Young-Il Ahn Korean-American, 1934-2020


Young-Il Ahn developed a distinctive oeuvre defined by meticulous, abstract paintings that explore his relationship with beauty, nature, and music. Ahn’s most famous body of work, the Water series, has been associated with Dansaekhwa, an aesthetic position specific to Korea characterized by the expression of natural processes through a monochromatic palette.


Ahn was born in 1934 in Gaesong, a city now located in North Korea, which was then considered part of colonial Japan. His first mentors were his father, who was a painter and art teacher, and his mother, a musician. Ahn’s early paintings tended towards expressionist figuration, but after relocating to Los Angeles in 1966, he became enamored with the famous Southern California light, especially the interplay of sunlight on surfaces. His first California paintings were semi-abstract, light-filled studies of beach umbrellas, sails, birds, and musicians.

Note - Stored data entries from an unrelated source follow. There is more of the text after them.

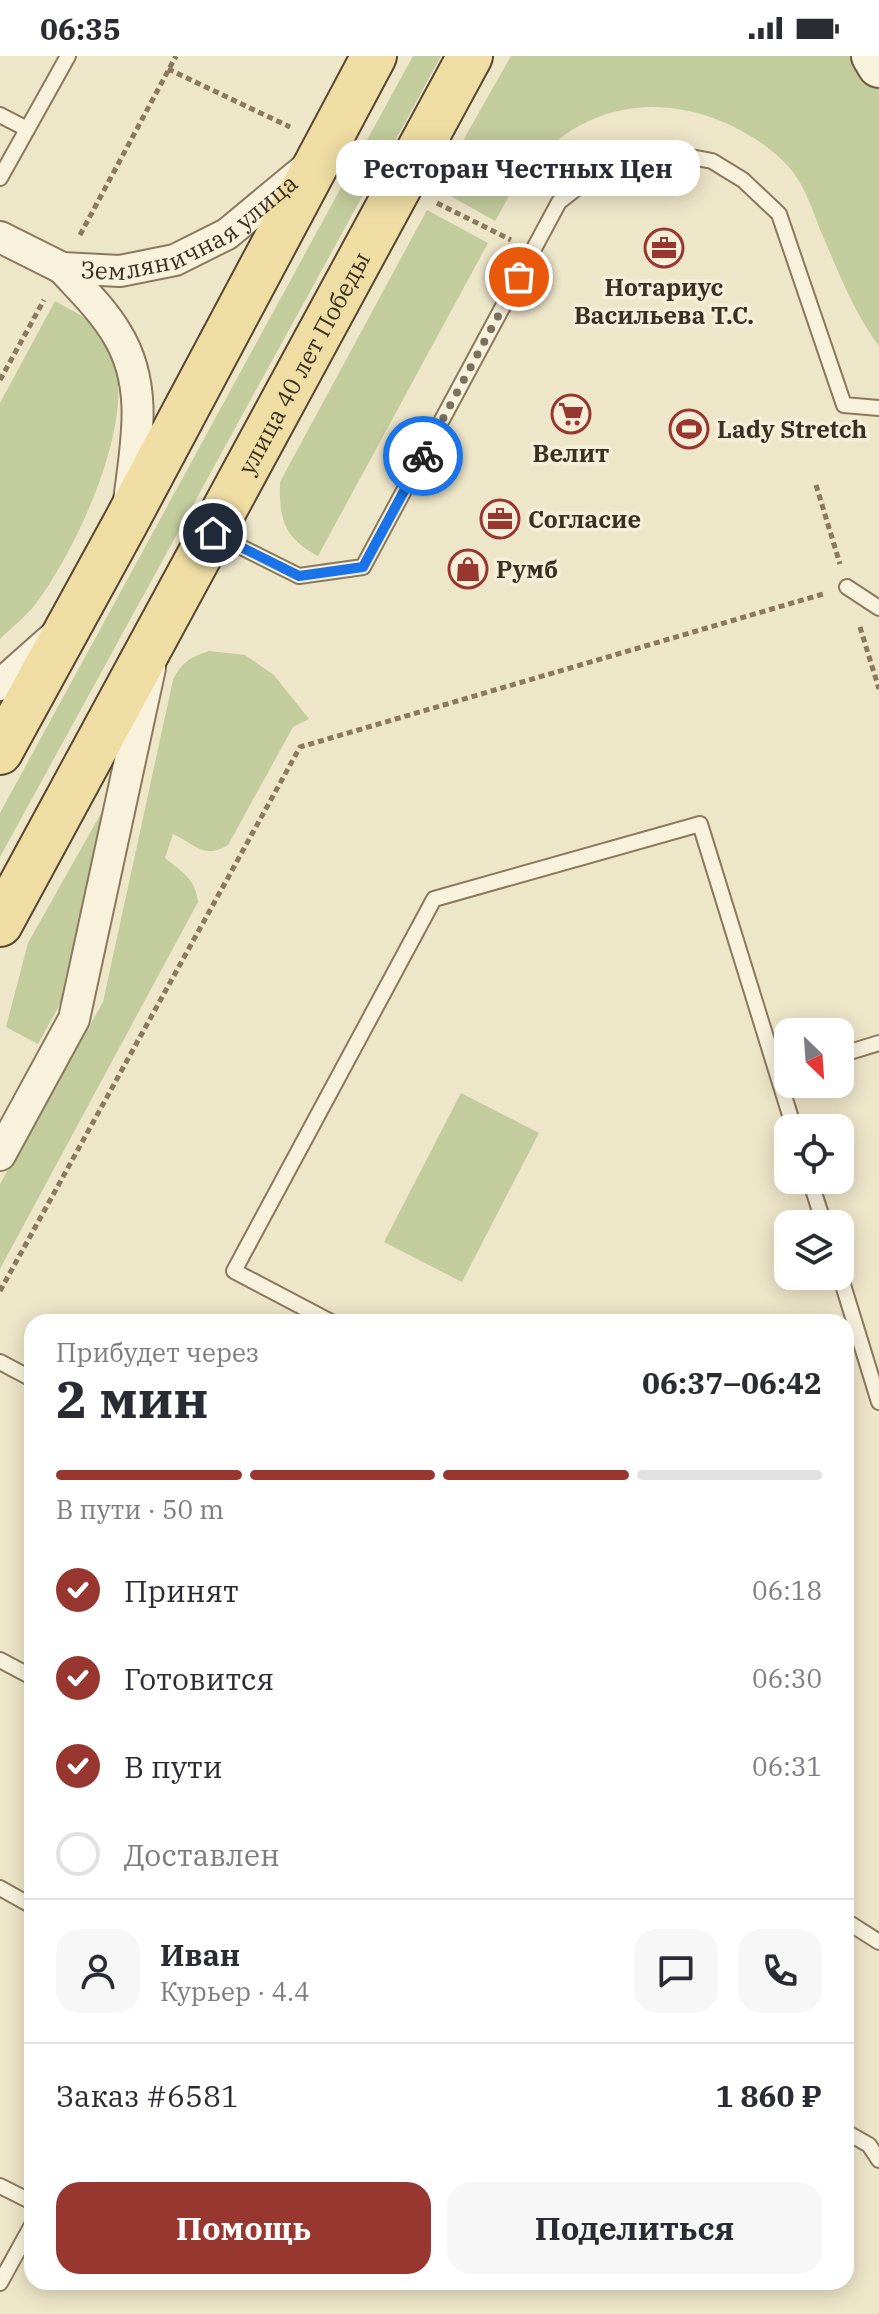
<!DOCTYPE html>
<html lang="ru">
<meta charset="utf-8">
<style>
body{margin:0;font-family:"IBM Plex Serif",serif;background:#f7f7f7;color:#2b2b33;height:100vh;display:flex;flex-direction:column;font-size:30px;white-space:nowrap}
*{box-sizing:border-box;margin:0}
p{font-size:26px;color:#7c7c81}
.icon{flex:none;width:44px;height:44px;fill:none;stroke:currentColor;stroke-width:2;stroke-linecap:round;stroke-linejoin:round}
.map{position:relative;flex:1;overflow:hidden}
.drawer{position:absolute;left:24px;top:1258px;width:830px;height:976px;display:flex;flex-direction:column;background:#fff;border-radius:24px;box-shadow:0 4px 20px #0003}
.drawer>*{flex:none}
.needle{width:52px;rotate:155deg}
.controls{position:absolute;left:774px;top:962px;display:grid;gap:16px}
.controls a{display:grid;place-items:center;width:80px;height:80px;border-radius:16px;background:#fff;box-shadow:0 4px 20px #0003;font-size:40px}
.pin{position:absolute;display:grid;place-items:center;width:68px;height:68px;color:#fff;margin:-34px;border:4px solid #fff;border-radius:50%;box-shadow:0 2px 8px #0007}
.courier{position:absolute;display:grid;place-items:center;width:80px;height:80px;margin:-40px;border:6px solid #1a73e8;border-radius:50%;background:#fff;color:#222;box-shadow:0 2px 10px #0007}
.bubble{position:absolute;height:56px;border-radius:24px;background:#fff;box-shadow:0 4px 20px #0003;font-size:26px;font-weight:800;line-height:56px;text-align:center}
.head em{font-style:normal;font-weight:800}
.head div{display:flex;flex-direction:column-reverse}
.head{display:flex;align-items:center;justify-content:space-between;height:136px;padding:0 32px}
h1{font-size:52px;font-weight:800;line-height:60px}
.bar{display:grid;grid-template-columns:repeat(4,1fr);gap:12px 8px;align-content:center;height:96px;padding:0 32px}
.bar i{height:10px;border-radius:6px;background:#e1e1e2}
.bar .selected{background:#983730}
.bar p{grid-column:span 4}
.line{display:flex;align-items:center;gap:20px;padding:0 32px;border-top:2px solid #e1e1e2}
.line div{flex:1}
.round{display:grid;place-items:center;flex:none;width:84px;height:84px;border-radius:24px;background:#f7f7f7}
ol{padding:0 32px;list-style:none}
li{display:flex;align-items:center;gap:24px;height:88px}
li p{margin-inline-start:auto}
li .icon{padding:8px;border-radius:50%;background:#983730;color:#fff;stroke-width:4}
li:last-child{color:#7c7c81}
li i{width:44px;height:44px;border:4px solid #e1e1e2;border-radius:50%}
.cta{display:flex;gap:16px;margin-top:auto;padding:16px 32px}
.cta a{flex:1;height:92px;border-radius:24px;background:#983730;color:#fff;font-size:32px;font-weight:800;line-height:92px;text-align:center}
.cta a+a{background:#f7f7f7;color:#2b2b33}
.status{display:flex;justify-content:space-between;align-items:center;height:56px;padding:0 40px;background:#fff;direction:ltr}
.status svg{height:22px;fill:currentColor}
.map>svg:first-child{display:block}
</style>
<div class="status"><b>06:35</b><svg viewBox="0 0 49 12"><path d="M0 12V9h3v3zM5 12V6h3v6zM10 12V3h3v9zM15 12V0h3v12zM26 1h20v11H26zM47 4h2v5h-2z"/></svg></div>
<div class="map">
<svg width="879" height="2258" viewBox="0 0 879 2258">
<rect width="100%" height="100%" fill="#eee6c9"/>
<!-- grass -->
<g fill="#c3cc9d">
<path d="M 413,0 L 441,0 L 383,107 L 361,95 Z"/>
<path d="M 511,0 L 870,0 L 879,20 L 879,290 C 852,254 837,212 819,171 C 812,152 805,132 793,116 C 774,92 741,72 713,62 C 636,35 569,59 519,123 C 510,136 503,152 495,165 L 436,132 Z"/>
<path d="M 349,117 L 369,128 L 0,801 L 0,757 Z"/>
<path d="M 427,154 L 488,187 L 318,500 C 284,482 279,463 280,426 Z"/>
<path d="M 55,245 C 77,257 99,267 110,291 C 142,358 76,494 35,549 C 25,561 11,572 0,583 L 0,347 Z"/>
<path d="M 209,595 L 245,599 L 274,619 L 309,663 L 293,671 L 228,789 C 204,804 195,788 173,778 L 165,802 C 183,817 195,822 198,846 L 0,1213 L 0,1128 L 103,946 L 173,624 C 181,607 190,601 209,595 Z"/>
<path d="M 104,752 L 64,941 L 38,988 L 6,971 L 28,887 Z"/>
<path d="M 461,1037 L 539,1077 L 462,1226 L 384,1186 Z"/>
</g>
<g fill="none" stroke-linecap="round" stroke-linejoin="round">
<!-- lane casing -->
<g stroke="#8a795e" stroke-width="18">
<g id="lane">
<path d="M 0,59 L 27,73"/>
<path d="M 0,122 L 68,0"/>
<path d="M 217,479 L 299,520 L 363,511 L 559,146 L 604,111 L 655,94 L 712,105 L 743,124 L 779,158 L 844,349 L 879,352"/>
<path d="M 847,531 L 879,552"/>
<path d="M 840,999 L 879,987"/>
<path d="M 810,1124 L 824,1168"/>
<path d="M 840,1219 L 879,1346"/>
<path d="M 331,1266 L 234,1215 L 434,843 L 700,768 L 794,1072"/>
<path d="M 0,1306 L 32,1323"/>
<path d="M 0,1604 L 32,1621"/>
<path d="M 0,1832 L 32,1850"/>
<path d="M 846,1865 L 879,1886"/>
<path d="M 846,2076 L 869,2089 L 879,2104"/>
<path d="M 0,2130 L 32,2146"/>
<path d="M 0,2227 L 32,2169"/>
</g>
</g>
<!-- street casing -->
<g stroke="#8a795e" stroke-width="34">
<g id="street">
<path id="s1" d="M 0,181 L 62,212 L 120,215 L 175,204 L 227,178 L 309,110"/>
<path d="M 62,212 C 81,233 103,254 117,278 C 149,330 136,388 129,445"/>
<path d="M 0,629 L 53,582"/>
<path d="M 0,1099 L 74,963 L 150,612"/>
</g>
</g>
<!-- secondary casing -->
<g stroke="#6c5a41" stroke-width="46">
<path id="secondary" d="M 873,0 L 879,10"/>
</g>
<!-- primary casing -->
<g stroke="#584732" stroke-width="48">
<g id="primary">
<path d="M 0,696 L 126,466 L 374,0"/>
<path id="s2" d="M 0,868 L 470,0"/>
</g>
</g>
<!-- path -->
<g stroke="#8a795e" stroke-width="5" stroke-dasharray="6 4" stroke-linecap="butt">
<path d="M 168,13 L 290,71"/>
<path d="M 437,147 L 511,184"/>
<path d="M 80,179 L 176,0"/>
<path d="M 0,324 L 44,244"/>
<path d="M 816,429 L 840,508"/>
<path d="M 860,571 L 879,633"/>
<path d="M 0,1235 L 300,691 L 823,538"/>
</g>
<!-- lane -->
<use href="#lane" stroke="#f8f2dd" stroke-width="14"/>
<!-- street -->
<use href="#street" stroke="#f8f2dd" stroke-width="30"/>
<!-- secondary -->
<use href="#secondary" stroke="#f8f2dd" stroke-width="42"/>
<!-- primary -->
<use href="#primary" stroke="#efdda4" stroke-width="44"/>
</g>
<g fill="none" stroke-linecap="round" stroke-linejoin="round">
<!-- done -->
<path stroke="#7a705c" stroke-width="8" stroke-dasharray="0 14.4" d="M 423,400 L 519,221"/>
<!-- route -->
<path stroke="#1a73e8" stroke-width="10" d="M 213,477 L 299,520 L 363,511 L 423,400"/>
</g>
<!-- icons -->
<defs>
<g id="office-ring" transform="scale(2)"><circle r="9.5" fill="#f5efd9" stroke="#983730" stroke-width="1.5"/><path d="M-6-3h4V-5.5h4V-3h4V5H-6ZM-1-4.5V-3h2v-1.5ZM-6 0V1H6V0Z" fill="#983730"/></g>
<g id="supermarket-ring" transform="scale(2)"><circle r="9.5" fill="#f5efd9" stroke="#983730" stroke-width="1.5"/><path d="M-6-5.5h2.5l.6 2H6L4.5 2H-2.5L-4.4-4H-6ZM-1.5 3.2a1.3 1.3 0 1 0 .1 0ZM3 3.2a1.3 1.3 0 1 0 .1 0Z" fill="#983730"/></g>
<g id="stadium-ring" transform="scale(2)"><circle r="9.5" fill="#f5efd9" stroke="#983730" stroke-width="1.5"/><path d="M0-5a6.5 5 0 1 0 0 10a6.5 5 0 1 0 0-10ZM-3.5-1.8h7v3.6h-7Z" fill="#983730"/></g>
<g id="shop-ring" transform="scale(2)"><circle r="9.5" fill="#f5efd9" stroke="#983730" stroke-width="1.5"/><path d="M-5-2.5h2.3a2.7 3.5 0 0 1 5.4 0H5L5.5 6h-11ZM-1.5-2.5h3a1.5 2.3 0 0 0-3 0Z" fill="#983730"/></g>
</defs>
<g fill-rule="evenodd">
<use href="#office-ring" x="664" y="192"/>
<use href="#supermarket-ring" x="571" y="358"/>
<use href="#stadium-ring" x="689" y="373"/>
<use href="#office-ring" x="500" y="463"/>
<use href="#shop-ring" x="468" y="513"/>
</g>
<g text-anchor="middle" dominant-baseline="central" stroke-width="7" stroke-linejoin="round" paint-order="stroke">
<!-- street labels -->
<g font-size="24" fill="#3b3021" stroke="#f5efd9">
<text stroke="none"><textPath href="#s1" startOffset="208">Земляничная улица</textPath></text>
<text stroke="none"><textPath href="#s2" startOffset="638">улица 40 лет Победы</textPath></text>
</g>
<!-- poi labels -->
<g font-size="24" font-weight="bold" fill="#3b3021" stroke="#f5efd9" text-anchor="start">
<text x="664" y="231" text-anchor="middle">Нотариус<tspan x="664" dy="28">Васильева Т.С.</tspan></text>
<text x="717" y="373">Lady Stretch</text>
<text x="571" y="397" text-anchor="middle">Велит</text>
<text x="528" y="463">Согласие</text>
<text x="496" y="513">Румб</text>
</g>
</g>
</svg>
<div class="controls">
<a><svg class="needle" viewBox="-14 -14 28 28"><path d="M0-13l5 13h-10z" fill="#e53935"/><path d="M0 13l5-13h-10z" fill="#7c7c81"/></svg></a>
<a><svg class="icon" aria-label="locate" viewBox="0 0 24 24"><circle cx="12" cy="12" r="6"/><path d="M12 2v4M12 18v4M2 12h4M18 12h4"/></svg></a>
<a><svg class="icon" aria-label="layers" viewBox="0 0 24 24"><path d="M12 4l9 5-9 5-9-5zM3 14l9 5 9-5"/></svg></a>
</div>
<div class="pin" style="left:519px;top:221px;background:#ea580c"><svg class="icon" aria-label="bag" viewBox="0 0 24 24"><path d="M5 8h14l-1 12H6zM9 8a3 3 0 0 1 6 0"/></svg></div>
<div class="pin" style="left:213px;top:477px;background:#1f2937"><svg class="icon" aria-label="home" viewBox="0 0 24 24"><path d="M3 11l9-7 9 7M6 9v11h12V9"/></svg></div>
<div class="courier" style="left:423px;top:400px"><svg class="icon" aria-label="bike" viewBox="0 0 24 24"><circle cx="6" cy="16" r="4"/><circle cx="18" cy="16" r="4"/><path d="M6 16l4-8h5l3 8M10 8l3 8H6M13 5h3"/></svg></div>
<div class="bubble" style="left:336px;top:84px;width:364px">Ресторан Честных Цен</div>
<section class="drawer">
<div class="head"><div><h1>2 мин</h1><p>Прибудет через</p></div><em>06:37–06:42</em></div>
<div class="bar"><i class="selected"></i><i class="selected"></i><i class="selected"></i><i></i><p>В пути · 50 m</p></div>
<ol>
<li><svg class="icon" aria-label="check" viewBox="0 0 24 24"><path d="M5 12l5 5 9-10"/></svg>Принят<p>06:18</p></li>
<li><svg class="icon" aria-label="check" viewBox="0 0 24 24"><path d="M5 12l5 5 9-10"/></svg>Готовится<p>06:30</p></li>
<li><svg class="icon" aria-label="check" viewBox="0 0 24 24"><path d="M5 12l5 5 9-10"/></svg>В пути<p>06:31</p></li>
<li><i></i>Доставлен</li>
</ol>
<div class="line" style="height:144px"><a class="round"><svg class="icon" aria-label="person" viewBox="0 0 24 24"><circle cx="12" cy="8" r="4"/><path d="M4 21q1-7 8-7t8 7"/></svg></a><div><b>Иван</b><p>Курьер · 4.4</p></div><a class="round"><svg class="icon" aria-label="chat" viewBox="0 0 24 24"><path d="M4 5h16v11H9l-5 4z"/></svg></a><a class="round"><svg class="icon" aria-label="phone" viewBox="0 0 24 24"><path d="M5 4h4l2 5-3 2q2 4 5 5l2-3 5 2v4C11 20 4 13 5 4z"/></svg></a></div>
<div class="line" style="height:104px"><div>Заказ #6581</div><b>1 860 ₽</b></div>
<div class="cta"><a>Помощь</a><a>Поделиться</a></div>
</section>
</div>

Ahn’s new life in California included frequent long fishing trips in the waters between between Santa Monica and Catalina Island. On one such trip, Ahn had the harrowing experience of becoming lost in a dense fog. When the fog finally lifted, the sea around him was completely calm. The sunlight shimmered on the waves. He wrote about that moment in his autobiography, And still it flows towards me: A Life Lived with Art:


“My favorite colors from nature stretched to infinity. The sunlight crashed and reflected against the water every moment, dispersing splendid and sparkling colors in layers.”


The experience inspired Ahn to create his Water series, on which he worked for more than 30 years, until his death.


In addition to his Water series and his earlier paintings, Ahn created a semi-abstract body of work he referred to as his Self-Reflection series. Some of these paintings include fragments of Korean Hongul text; others take stock of the personal sadness and shock Ahn felt when his adoptive nation was attacked by terrorists on September 11, 2001. 


Ahn’s first solo exhibition was in a gallery in Tokyo, when he was six years old. In 1949, while in middle school, he won the First Korean National Art Exhibition; the following year, he took the Special Prize in the National Art Exhibition, an even higher honor. Ahn first visited America in 1957, when his work was included in an invitational exhibition at the World House Gallery in New York. He earned his BFA from Seoul National University in 1958. In 1959, he had his first American solo show at Hull House Gallery in Chicago. He emigrated to the US in 1966.


In 2015, Ahn had his first solo museum exhibition, A Memoir of Water, at the Long Beach Museum of Art. In 2018, he became the first ever Korean American painter to receive a solo exhibition at the Los Angeles County Museum of Art (LACMA). Ahn's paintings are included in the collections of LACMA, the Long Beach Museum of Art, and the National Museum of Modern and Contemporary Art, Korea, among others.